WHAT YOU NEED TO DO:
Reading the records below, how many lines contain "sizing"? Respond with a number and nothing else.
——
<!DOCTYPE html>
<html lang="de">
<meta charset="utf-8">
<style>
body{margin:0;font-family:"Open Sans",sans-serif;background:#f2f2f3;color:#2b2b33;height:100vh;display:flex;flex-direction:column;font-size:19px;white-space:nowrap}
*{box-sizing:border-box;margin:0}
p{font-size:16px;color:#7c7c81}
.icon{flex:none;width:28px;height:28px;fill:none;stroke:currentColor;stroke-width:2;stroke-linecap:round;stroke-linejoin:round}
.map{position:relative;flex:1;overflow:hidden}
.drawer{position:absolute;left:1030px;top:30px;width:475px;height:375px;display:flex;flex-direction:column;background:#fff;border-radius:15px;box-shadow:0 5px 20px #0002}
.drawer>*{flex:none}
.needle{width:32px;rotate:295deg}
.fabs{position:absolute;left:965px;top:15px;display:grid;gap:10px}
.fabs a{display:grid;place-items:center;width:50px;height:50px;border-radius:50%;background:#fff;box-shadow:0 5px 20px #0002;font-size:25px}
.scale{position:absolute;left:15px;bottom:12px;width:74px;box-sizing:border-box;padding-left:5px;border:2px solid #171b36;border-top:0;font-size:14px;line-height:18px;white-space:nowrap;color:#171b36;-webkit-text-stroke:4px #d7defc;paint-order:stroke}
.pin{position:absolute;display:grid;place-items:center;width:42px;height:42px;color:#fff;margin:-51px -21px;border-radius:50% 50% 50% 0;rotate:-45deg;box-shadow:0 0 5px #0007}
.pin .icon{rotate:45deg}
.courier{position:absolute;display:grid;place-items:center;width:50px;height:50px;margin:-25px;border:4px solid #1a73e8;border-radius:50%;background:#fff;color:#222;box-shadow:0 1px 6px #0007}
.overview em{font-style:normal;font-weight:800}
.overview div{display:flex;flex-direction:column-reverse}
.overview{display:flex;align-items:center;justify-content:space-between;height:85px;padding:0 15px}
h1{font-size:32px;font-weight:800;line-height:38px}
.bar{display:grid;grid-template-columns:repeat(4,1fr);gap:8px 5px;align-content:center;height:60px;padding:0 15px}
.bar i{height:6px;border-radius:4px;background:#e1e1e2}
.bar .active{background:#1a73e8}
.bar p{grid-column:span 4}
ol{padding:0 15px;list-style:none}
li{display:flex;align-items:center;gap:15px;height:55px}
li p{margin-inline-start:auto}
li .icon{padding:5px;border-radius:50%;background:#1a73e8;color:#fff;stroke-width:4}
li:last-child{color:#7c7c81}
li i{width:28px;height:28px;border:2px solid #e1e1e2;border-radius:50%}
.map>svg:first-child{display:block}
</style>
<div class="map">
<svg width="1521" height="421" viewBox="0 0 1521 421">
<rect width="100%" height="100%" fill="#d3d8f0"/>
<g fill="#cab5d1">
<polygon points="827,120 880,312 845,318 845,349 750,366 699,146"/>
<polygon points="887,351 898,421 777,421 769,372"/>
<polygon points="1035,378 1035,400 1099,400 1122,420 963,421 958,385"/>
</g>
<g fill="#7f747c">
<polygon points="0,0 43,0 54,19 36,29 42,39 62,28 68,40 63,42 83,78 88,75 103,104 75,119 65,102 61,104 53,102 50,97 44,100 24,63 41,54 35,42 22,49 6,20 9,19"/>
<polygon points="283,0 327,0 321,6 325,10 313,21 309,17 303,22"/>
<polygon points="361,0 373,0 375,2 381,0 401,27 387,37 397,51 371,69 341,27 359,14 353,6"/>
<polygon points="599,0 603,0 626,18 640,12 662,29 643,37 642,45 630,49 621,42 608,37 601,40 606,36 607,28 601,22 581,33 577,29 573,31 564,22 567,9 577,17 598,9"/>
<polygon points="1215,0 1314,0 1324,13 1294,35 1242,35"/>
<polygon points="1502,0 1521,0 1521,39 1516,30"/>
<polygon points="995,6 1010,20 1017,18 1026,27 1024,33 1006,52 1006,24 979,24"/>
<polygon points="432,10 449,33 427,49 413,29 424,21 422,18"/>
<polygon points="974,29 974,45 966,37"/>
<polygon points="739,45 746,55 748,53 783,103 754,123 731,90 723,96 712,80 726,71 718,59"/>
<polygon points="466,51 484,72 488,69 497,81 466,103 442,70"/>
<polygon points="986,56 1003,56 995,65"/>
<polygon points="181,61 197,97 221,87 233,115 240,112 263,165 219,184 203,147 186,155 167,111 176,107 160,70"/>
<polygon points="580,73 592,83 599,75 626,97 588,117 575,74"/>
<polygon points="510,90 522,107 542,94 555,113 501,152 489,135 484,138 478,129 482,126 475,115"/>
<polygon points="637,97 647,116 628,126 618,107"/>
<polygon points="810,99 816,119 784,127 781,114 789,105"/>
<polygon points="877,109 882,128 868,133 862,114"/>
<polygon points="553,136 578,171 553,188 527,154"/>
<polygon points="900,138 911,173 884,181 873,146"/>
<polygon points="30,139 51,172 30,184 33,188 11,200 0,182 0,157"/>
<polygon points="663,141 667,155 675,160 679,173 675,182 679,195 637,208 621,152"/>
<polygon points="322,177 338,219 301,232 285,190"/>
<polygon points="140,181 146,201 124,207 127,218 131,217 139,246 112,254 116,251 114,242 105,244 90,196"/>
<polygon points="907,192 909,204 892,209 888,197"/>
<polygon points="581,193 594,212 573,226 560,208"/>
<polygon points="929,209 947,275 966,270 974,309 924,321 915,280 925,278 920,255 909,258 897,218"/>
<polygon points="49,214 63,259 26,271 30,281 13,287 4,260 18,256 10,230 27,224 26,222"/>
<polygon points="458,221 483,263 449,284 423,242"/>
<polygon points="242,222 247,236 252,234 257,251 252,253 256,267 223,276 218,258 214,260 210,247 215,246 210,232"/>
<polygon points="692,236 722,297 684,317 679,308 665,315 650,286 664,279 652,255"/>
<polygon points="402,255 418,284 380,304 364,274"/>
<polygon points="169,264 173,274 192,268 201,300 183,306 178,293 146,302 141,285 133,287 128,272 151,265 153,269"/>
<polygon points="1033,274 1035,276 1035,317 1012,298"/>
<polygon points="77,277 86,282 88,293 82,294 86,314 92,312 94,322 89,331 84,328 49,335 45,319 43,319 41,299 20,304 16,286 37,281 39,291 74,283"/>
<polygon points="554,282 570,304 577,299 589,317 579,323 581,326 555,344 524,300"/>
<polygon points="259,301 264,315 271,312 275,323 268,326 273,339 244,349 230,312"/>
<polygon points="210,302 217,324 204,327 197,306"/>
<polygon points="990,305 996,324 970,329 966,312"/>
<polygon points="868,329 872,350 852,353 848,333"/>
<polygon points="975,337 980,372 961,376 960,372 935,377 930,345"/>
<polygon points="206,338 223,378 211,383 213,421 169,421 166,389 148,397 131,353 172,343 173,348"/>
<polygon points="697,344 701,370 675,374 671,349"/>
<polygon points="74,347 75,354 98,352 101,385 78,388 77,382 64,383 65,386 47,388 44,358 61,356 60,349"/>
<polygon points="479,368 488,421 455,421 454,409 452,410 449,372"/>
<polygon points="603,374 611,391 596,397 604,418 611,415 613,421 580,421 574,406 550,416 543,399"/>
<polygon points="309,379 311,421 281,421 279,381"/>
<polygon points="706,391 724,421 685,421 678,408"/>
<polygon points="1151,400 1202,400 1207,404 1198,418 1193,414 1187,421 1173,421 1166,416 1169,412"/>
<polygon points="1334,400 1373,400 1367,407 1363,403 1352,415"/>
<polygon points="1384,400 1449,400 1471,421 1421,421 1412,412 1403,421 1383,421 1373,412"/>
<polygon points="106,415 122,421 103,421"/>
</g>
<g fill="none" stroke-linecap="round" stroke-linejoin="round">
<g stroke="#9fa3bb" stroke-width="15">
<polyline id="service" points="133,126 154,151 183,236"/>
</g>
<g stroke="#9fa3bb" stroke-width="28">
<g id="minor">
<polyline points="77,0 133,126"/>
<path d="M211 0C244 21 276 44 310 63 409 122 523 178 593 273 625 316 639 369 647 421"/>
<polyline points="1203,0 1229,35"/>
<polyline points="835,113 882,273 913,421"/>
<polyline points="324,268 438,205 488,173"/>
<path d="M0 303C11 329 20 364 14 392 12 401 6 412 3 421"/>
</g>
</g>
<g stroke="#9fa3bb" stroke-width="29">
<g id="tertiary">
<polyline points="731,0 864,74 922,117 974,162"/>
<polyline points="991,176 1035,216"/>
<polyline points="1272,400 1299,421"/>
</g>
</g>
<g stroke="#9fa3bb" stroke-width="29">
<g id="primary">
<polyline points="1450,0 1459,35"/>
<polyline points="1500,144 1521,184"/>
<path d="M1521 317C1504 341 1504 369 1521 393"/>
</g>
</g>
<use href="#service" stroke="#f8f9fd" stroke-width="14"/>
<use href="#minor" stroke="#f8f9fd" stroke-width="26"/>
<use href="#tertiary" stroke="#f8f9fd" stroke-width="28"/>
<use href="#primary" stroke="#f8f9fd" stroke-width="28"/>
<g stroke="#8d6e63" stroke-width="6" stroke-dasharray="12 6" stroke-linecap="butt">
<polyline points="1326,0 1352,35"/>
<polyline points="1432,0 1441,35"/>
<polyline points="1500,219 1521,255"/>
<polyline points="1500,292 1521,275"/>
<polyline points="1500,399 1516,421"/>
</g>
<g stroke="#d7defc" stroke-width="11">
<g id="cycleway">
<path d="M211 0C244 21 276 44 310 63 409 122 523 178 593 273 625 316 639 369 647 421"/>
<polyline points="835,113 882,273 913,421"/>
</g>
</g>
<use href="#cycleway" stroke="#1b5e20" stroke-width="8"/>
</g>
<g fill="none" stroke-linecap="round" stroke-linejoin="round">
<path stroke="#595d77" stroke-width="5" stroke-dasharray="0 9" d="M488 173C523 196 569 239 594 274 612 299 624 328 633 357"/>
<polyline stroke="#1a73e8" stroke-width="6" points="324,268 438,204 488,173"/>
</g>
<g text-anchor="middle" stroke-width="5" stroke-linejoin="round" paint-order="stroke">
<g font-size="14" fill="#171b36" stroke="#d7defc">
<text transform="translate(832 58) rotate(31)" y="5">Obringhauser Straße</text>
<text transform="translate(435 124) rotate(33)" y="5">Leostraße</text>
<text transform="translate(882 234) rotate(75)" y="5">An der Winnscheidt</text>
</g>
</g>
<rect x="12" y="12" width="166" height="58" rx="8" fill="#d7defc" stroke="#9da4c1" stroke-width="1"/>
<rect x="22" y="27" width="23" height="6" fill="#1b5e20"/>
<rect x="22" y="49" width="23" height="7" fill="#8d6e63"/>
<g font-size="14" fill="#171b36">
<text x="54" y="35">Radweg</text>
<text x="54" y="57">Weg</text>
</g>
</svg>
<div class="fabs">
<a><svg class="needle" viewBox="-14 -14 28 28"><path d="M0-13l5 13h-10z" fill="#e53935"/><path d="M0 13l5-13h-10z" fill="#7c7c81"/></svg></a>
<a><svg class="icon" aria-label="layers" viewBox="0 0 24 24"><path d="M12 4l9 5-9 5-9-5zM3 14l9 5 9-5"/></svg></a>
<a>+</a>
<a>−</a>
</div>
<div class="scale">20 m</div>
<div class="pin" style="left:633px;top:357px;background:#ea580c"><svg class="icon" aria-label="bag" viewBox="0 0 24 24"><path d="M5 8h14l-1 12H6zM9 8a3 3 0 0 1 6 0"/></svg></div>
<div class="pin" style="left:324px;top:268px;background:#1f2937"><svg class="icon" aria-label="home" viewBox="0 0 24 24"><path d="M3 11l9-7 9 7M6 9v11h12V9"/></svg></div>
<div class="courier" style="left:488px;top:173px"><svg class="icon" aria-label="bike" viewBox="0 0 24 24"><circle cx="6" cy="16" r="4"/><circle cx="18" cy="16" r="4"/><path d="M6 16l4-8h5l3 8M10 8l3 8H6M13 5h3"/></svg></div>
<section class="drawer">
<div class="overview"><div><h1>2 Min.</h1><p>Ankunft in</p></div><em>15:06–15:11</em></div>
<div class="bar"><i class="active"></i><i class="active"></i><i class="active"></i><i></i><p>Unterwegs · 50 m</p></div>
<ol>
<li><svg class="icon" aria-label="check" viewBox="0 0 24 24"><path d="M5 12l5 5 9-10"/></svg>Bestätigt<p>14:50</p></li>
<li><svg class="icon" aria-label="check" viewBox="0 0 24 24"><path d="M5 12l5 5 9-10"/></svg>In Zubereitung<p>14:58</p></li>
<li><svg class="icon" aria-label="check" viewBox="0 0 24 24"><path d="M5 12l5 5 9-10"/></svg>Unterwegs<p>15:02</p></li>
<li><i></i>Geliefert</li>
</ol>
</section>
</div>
——
THE COMPLETED TASK:
2